# [ASSIGNMENT]
Each line that contains the word "this" is to be copied from the records below.

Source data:
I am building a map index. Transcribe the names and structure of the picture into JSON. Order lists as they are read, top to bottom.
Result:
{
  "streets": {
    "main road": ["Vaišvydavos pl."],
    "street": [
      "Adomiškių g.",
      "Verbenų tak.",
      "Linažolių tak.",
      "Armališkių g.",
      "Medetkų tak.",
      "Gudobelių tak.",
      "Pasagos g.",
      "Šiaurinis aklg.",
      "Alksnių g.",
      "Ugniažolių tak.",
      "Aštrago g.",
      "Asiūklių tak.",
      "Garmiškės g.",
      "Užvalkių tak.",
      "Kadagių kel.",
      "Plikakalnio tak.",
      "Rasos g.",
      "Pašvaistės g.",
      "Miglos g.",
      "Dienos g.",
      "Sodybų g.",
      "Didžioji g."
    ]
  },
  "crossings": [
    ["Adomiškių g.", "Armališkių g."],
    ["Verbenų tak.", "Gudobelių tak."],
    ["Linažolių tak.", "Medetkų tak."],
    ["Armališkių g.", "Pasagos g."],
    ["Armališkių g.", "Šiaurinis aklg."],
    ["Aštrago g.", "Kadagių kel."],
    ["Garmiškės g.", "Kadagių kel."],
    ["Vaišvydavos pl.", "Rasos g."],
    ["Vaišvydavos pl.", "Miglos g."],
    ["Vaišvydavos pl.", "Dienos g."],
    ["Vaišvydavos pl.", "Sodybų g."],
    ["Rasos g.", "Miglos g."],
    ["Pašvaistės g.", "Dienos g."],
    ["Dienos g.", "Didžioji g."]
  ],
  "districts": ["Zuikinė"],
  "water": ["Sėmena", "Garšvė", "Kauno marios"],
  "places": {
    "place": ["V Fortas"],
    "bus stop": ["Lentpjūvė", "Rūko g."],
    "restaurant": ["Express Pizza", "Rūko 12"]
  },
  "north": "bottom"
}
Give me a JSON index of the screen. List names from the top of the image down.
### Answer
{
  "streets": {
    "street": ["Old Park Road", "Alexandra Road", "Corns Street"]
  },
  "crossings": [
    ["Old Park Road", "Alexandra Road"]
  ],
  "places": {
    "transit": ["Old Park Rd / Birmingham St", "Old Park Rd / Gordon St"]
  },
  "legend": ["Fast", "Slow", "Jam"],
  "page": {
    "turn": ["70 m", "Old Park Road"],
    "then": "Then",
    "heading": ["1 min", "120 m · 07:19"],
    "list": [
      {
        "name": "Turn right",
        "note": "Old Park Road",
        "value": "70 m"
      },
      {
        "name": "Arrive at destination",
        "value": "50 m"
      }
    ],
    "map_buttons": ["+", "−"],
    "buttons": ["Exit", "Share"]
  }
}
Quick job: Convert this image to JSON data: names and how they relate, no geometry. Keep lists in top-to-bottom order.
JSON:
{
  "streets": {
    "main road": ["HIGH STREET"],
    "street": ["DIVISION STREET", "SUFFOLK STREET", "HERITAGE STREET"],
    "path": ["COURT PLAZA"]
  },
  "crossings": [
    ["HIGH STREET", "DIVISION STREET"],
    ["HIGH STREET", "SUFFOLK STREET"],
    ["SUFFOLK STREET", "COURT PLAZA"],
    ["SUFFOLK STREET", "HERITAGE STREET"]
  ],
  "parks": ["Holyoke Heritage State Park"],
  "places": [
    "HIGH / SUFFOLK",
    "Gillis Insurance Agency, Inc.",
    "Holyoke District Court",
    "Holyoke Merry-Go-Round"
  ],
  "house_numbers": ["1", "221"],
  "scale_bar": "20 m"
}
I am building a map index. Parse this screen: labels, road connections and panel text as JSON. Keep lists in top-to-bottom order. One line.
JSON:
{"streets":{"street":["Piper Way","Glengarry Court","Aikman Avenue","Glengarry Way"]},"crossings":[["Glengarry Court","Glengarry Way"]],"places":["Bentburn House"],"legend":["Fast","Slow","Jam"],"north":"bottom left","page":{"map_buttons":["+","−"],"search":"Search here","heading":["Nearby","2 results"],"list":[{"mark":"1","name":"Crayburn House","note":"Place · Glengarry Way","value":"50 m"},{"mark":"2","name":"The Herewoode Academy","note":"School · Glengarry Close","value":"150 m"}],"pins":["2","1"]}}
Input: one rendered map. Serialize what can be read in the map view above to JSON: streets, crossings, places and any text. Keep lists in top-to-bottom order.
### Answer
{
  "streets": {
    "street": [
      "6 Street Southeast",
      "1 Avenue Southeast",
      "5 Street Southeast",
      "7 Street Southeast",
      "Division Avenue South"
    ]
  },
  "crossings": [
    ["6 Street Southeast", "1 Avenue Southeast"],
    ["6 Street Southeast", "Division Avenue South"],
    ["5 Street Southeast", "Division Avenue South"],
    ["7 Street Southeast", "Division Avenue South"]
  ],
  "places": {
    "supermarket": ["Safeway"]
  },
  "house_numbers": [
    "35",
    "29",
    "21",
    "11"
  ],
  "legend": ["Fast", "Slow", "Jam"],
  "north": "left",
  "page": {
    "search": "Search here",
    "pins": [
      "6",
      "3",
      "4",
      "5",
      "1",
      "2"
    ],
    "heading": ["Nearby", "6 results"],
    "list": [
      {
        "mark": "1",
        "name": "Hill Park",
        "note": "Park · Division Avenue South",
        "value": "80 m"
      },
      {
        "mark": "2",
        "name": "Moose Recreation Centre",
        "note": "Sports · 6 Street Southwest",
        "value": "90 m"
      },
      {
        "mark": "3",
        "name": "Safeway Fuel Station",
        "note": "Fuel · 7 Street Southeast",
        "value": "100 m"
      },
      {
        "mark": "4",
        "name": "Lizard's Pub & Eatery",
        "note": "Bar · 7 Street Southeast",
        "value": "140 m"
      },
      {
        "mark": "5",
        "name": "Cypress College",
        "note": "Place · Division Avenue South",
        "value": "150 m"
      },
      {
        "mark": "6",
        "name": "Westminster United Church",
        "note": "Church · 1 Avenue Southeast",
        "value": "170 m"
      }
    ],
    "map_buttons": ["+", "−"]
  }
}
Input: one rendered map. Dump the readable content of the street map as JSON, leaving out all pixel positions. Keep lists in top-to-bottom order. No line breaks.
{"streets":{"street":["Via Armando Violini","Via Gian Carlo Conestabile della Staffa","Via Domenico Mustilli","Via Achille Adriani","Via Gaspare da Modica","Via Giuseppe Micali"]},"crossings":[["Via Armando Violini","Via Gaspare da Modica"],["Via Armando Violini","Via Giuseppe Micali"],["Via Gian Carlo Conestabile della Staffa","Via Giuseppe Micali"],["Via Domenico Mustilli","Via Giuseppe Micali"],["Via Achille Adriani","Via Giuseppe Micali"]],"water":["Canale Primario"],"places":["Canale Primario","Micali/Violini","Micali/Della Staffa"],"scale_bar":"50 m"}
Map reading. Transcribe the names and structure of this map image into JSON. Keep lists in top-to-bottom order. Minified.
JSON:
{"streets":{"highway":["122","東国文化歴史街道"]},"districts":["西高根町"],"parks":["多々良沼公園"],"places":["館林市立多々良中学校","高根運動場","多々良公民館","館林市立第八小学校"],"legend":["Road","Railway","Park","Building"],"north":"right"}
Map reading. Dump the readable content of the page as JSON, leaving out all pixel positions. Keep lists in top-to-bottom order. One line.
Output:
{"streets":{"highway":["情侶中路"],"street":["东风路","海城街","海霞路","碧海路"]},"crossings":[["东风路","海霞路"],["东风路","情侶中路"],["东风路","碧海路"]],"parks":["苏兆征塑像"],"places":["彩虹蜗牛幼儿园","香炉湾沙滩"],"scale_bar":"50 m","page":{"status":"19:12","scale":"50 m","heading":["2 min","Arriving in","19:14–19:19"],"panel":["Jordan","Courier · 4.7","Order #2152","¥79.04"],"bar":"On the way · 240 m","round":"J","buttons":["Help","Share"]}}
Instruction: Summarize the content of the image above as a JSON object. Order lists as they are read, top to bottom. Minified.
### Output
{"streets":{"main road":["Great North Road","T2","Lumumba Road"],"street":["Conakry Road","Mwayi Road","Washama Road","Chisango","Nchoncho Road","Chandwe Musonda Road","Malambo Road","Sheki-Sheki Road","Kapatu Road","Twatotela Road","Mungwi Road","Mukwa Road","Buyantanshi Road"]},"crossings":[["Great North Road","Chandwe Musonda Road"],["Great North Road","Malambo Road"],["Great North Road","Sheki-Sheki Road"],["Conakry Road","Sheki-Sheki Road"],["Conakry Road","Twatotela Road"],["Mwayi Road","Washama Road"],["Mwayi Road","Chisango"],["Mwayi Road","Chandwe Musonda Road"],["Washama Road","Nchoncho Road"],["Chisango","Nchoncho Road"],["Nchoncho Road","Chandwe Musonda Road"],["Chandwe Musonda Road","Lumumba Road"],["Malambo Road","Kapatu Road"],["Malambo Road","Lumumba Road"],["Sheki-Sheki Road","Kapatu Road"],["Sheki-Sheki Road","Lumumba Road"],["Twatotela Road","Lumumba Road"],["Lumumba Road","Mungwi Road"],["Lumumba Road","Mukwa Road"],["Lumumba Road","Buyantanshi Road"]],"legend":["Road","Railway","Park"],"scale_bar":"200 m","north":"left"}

# [FINISHED EXERCISE]
Quick job: Convert this image to JSON data: names and how they relate, no geometry. Keep lists in top-to-bottom order.
I am building a map index. Parse this screen: labels, road connections and panel text as JSON. Keep lists in top-to-bottom order. One line.
Map reading. Transcribe the names and structure of this map image into JSON. Keep lists in top-to-bottom order. Minified.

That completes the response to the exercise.